Bloomberg has an article about the effects of climate change in Alaska, and failure to deal with them. Surprisingly, it sounds like the state was making some limited strides under Sarah Palin but has completely dropped the ball since.
Across Alaska, in towns built on permafrost, rising temperatures are causing the ground to sink, damaging buildings and roads. In towns built on the coast, less sea ice means greater exposure to storms and floods. Drier conditions have led to more forest fires. Extreme weather killed or injured as many Alaskans in 2015 as in the previous 10 years combined. “Environmental change is not a theoretical in Alaska,” says Rick Thoman, the state’s climate sciences and services manager for the National Weather Service. “It’s happening, and it’s accelerating.”

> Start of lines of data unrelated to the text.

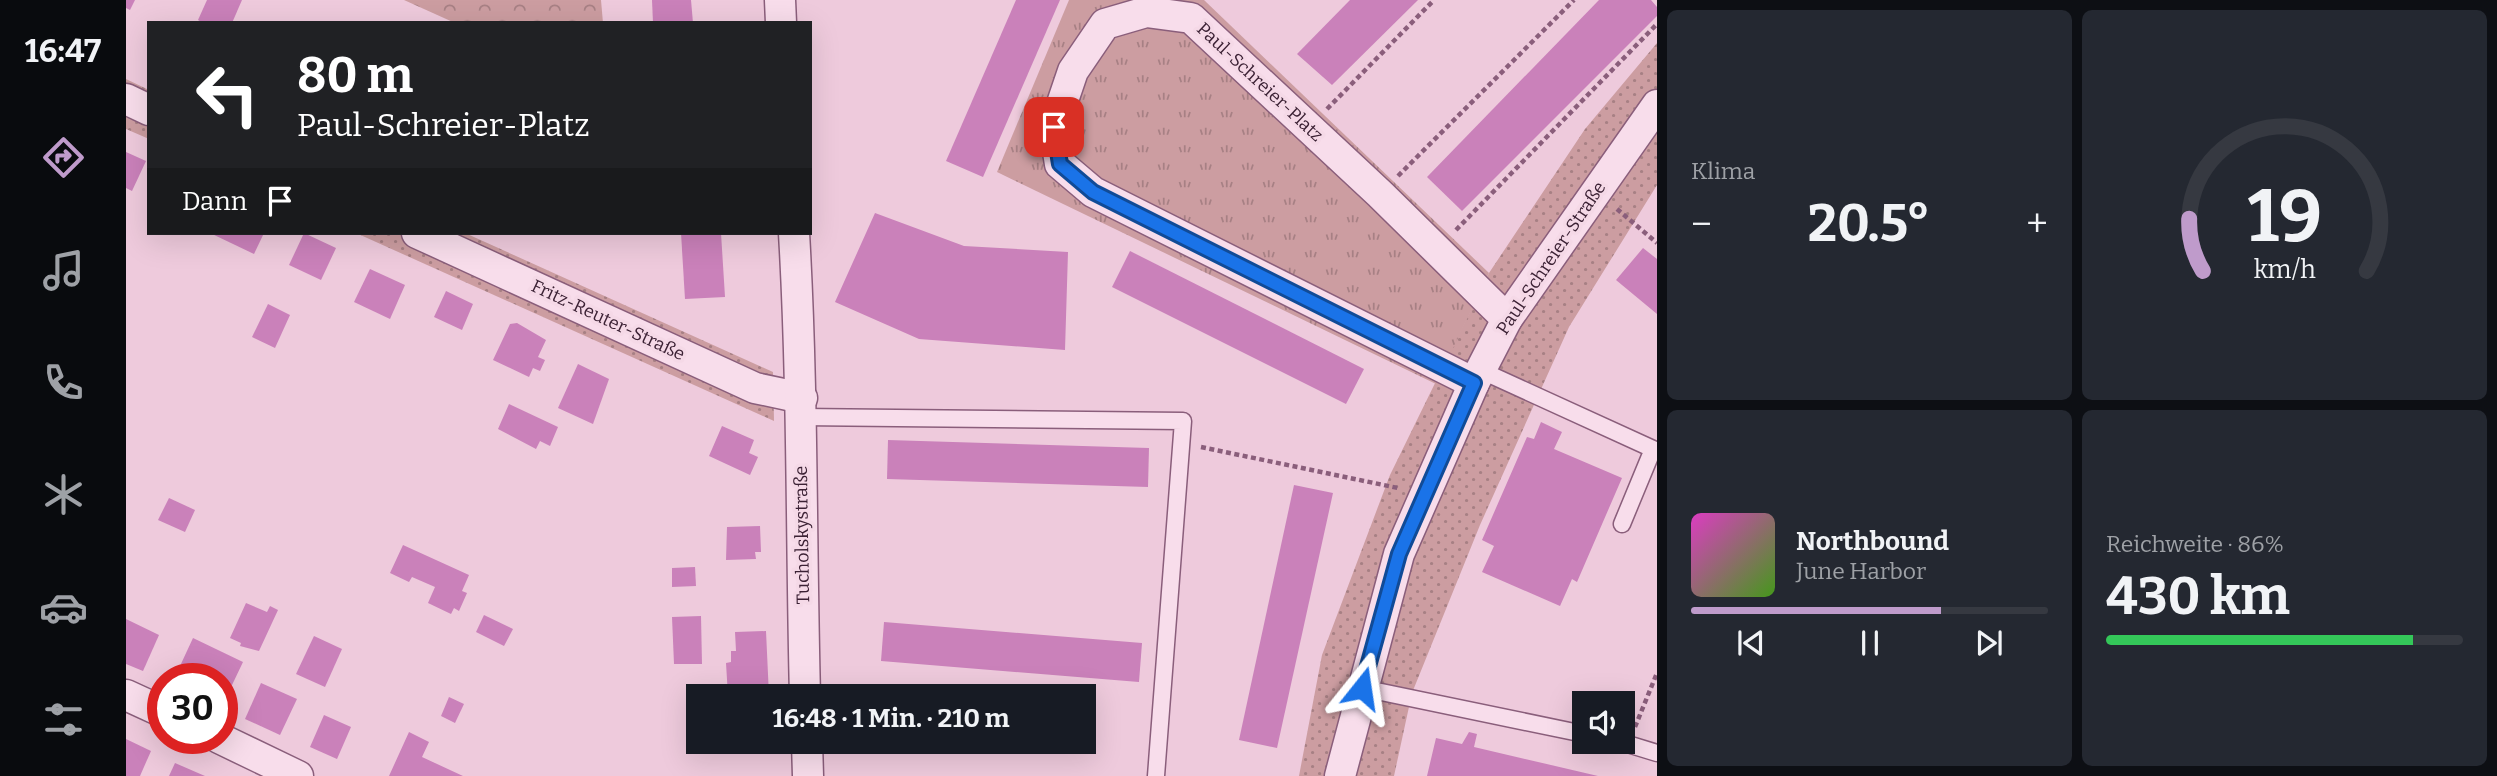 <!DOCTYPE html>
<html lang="de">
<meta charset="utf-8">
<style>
:root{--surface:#171b24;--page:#242831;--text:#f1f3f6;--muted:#9ea1a6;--line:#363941;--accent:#bf9bcb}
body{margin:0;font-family:Bitter,serif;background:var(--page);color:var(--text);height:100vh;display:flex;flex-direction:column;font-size:26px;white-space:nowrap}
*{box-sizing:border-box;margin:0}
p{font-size:23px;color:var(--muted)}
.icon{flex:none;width:38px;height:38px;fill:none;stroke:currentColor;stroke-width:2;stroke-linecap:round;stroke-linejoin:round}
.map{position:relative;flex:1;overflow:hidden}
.details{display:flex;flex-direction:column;gap:10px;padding:10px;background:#0d0f14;width:840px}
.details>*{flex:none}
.top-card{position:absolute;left:21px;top:21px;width:665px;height:214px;border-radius:0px;box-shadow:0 7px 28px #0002;background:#202124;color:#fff;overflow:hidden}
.controls{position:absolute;left:1446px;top:691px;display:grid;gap:14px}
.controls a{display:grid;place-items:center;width:63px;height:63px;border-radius:0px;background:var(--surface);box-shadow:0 7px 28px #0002;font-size:35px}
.speed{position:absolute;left:21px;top:663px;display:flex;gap:14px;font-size:35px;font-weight:700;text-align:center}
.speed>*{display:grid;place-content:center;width:91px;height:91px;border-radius:50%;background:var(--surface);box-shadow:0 7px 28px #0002;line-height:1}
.speed .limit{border:10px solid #d22;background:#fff;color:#111}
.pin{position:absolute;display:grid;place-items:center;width:60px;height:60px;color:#fff;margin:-30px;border-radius:14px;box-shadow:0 4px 10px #0006}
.me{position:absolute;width:77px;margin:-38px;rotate:15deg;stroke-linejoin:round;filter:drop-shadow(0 0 5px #0008)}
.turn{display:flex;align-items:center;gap:24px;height:147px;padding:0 35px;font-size:32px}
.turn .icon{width:91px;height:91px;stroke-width:2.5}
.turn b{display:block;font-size:49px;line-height:60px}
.then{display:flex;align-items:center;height:66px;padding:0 35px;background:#0003;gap:14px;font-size:26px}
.big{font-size:52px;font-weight:700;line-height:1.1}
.details .tile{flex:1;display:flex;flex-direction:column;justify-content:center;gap:10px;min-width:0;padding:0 24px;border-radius:10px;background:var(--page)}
.details .dial{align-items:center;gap:0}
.dial svg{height:182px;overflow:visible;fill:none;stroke:var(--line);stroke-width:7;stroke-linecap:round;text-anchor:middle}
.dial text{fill:var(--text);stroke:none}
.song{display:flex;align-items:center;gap:21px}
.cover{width:84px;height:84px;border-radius:10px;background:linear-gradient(135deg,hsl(310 70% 55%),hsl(100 70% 35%))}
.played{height:7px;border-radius:4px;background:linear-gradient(90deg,var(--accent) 70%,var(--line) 70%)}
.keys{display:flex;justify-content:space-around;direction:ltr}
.heat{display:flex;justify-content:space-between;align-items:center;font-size:38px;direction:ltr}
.charge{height:10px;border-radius:5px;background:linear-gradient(90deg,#34c759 86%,var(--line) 0)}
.details .tiles{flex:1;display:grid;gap:10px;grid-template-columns:repeat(2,1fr)}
.trip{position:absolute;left:560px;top:684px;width:410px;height:70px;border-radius:0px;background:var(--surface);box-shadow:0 7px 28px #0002;font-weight:700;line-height:70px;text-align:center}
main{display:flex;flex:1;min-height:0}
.tab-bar{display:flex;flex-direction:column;width:126px;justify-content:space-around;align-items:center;background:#090b0e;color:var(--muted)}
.tab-bar .icon{width:49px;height:49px}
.tab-bar .on{color:var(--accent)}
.tab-bar b{font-size:32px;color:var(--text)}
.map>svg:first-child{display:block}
.grass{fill:url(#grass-dots)}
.forest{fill:url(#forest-crowns)}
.park{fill:url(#park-tufts)}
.building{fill:#ca81ba}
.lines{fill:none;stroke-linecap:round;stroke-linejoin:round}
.lane-casing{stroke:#8a5e7b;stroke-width:19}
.street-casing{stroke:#8a5e7b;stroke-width:33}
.path{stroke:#8a5e7b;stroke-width:4.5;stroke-dasharray:5 3.5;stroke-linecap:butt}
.lane{stroke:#f8ddeb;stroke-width:16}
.street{stroke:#f8ddeb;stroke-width:30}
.route-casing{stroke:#114b97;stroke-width:18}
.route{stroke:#1a73e8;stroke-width:12}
.labels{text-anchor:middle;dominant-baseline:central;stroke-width:7;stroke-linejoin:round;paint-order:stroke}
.street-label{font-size:18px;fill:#3b2134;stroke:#f5d9e7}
</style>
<main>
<nav class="tab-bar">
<b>16:47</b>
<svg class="icon on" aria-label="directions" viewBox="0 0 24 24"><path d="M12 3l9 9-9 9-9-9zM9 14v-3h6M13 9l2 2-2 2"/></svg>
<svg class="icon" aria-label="music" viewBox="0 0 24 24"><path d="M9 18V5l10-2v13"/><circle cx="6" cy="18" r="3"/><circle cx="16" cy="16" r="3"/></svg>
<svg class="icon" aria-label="phone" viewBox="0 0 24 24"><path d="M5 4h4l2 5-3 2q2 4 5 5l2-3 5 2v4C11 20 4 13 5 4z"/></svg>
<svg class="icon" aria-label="climate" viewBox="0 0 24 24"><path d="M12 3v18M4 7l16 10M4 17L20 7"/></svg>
<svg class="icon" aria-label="car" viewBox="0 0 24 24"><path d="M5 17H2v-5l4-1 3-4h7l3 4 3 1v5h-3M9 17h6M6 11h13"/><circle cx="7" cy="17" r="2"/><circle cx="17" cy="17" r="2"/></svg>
<svg class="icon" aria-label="filters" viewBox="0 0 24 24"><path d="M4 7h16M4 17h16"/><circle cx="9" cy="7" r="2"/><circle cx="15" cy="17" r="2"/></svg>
</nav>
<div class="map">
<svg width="1531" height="776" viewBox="0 0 1531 776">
<defs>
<pattern id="grass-dots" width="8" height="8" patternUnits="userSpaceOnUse" patternTransform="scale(1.75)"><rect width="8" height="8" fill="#cc9da1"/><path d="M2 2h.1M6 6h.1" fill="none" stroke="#a78084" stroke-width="1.8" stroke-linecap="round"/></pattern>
<pattern id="forest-crowns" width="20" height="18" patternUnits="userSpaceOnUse" patternTransform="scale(1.75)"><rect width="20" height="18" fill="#cc9da1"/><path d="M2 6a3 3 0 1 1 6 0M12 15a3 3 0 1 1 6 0" fill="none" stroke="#a78084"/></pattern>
<pattern id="park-tufts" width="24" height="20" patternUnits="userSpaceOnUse" patternTransform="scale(1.75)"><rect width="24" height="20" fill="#cc9da1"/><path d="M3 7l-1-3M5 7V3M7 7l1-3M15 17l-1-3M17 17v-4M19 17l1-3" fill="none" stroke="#a78084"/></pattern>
</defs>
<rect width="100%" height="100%" fill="#eecadc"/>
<g class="grass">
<path d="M1531 43V185L1443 327 1354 525 1286 693 1268 776H1173L1196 655 1264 475 1363 273 1459 129Z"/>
<path d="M0 79 23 90V139L0 129Z"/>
<path d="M230 233H339L647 372 648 421Z"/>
</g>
<path class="forest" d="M278 0H475L477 23H329Z"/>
<path class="park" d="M943 0H1078L1363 273 1310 384 871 172Z"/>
<g class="building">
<path d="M0 0H9L4 10 0 8Z"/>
<path d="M81 0H116L106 23H77L72 20Z"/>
<path d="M526 0H565L567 23H527Z"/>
<path d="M890 0H934L857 177 820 161Z"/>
<path d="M1224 0H1292L1206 85 1171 54Z"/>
<path d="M1473 0H1525L1531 7V16L1336 211 1301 177Z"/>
<path d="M0 152 20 161 6 191 0 188Z"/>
<path d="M749 213 838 246 942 252 939 350 793 339 709 302Z"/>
<path d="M84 233H138L128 254Z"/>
<path d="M178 233 210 248 195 280 163 265Z"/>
<path d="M555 233H595L599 297 559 299Z"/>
<path d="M1517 248 1531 259V314L1490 280Z"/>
<path d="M1004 251 1238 369 1220 404 986 287Z"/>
<path d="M244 269 279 285 264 319 228 302Z"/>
<path d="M320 291 347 304 336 330 308 317Z"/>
<path d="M142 304 164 315 149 348 126 337Z"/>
<path d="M391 323 420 340 412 357 419 360 414 371 407 368 403 377 367 360 384 324Z"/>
<path d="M452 364 483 379 467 424 432 408Z"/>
<path d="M383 404 432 427 424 446 414 441 410 449 372 429Z"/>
<path d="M1415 422 1436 432 1428 449 1496 478 1451 582 1446 579 1434 606 1356 572 1368 546 1356 540 1401 437 1408 439Z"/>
<path d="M596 426 628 440 623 453 632 457 624 475 583 456Z"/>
<path d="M762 440 1023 448 1022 487 761 479Z"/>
<path d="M1168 485 1207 493 1151 748 1113 740Z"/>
<path d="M43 498 69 510 59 532 32 520Z"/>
<path d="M634 526 635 552H629L630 559 600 560 601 527Z"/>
<path d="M277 545 343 575 336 591 341 593 333 611 328 608 325 614 302 603 309 587 286 577 283 582 264 573Z"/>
<path d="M569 567 570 586 546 587V568Z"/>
<path d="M120 603 141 612 144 606 152 610 133 651 114 646 115 643 104 638Z"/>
<path d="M358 615 387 629 378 646 350 632Z"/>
<path d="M575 616 576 664H548L546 617Z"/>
<path d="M0 619 33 635 17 671 0 664Z"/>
<path d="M758 622 1016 643 1013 682 755 661Z"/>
<path d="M640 631 643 696H602L600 663 605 662V651H610L609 632Z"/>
<path d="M188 636 216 649 199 687 170 674Z"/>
<path d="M67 638 117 662 96 706V679H48Z"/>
<path d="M135 683 171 699 154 735 119 719Z"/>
<path d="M323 697 338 704 329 723 315 716Z"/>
<path d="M198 715 225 727 211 759 184 747Z"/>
<path d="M283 732 303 742 296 757 337 776H263Z"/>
<path d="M1343 732 1351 734 1348 747 1472 776H1301L1310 738 1336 744Z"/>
<path d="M0 739 25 751 14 776H0Z"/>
<path d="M49 763 79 776H43Z"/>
</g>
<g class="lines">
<defs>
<g id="lane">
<path d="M1354 370 1527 449 1496 524"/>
<path d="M674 417 1057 421 1030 776"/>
<path d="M1236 688 1458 734"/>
<path d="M1495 742 1531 753"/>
</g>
<g id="street">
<path d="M654 0 655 23"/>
<path d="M0 99 23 110"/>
<path d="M291 233 629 388 676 398"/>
<path d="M668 233C677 387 675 542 679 696"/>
<path d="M1348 383 967 192 934 164 928 127 947 71 979 24 1020 12 1065 18 1254 194 1381 319"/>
<path d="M0 695 37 712"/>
<path d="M93 738 172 776"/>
<path d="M681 742 682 776"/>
<path d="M1214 776 1273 554 1348 383 1381 319 1531 105"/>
</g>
</defs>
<use href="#lane" class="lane-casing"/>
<use href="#street" class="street-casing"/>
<g class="path">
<path d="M1201 109 1308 0"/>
<path d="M1272 176 1448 0"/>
<path d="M1491 209 1531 243"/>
<path d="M1330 230 1531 24"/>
<path d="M1075 447 1272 488"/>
<path d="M1509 727 1531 673"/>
</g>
<use href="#lane" class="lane"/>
<use href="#street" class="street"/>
</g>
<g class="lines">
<defs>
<path id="route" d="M928 127 934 164 967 192 1348 383 1273 554 1236 688"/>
</defs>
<use href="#route" class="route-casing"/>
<use href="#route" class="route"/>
</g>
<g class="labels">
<g class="street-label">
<text transform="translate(1134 82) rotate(43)">Paul-Schreier-Platz</text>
<text transform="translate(1425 258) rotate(-56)">Paul-Schreier-Straße</text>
<text transform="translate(482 320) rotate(25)">Fritz-Reuter-Straße</text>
<text transform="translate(676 535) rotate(-91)">Tucholskystraße</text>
</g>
</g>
</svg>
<div class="controls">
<a><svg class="icon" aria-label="sound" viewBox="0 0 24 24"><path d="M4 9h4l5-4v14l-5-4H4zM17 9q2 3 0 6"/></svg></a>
</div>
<div class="speed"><div class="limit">30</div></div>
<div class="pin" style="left:928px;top:127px;background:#d93025"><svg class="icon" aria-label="arrive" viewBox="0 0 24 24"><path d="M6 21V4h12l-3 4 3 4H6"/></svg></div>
<svg class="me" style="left:1236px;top:688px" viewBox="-20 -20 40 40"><path d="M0-17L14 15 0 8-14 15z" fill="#1a73e8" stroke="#fff" stroke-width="4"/></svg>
<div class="trip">16:48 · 1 Min. · 210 m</div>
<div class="top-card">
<div class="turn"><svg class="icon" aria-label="left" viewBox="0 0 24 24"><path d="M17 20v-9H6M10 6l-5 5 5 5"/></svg><div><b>80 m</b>Paul-Schreier-Platz</div></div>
<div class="then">Dann<svg class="icon" aria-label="arrive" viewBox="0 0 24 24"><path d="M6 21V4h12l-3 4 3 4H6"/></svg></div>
</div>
</div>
<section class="details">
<div class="tiles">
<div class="tile"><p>Klima</p>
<div class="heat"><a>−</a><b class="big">20.5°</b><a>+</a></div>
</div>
<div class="tile dial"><svg viewBox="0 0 100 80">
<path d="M14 69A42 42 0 1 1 86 69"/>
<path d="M14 69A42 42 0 0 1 8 46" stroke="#bf9bcb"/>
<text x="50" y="56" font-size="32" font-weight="700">19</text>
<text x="50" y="72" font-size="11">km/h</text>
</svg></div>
<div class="tile">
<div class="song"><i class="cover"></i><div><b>Northbound</b><p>June Harbor</p></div></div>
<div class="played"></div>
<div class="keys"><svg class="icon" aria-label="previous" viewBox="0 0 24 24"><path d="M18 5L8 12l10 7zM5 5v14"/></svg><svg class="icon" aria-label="pause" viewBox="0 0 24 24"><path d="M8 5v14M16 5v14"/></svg><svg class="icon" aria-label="next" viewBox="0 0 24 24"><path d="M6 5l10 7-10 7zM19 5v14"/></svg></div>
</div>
<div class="tile"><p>Reichweite · 86%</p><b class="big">430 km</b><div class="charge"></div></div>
</div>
</section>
</main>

Alaska was once at the vanguard of states trying to deal with global warming. In 2007, then-Governor Sarah Palin established a climate change subcabinet to study the effects of warmer weather and find policies to cope with them. Over three years, the legislature provided about $26 million in funding. But Palin’s successor, Republican Sean Parnell, disbanded the group in 2011. That year, Alaska withdrew from a federal program that provides funds for coastal management because of concern the program might restrict offshore oil extraction. Since then, lower oil prices, combined with dwindling production, have left the state with a budget crisis that’s among the worst in the U.S. Just when climate change is having real impact, Alaska has less and less capacity to deal with it…
Alaska is an extreme example of a national failure to prepare for climate change. Across the U.S., state funding for environmental projects, such as beach erosion control or upgraded sewage systems, peaked in 2007, even as capital expenditures have since risen 25 percent. States along the Atlantic and Gulf coasts have resisted adopting the latest model building codes designed to protect residents against storms and other extreme weather.
Along with its failure to deal with climate change, it sounds like Alaska has squandered its oil wealth. It could have converted its natural capital in financial capital that future generations could use to deal with the consequences of extracting those natural resources – pretty much a textbook definition of sustainability. It’s not the only failure at the state level – my home state of Pennsylvania could have used royalties from the shale boom to reduce its enormous state and municipal pension mess, but it didn’t and it’s mostly too late now.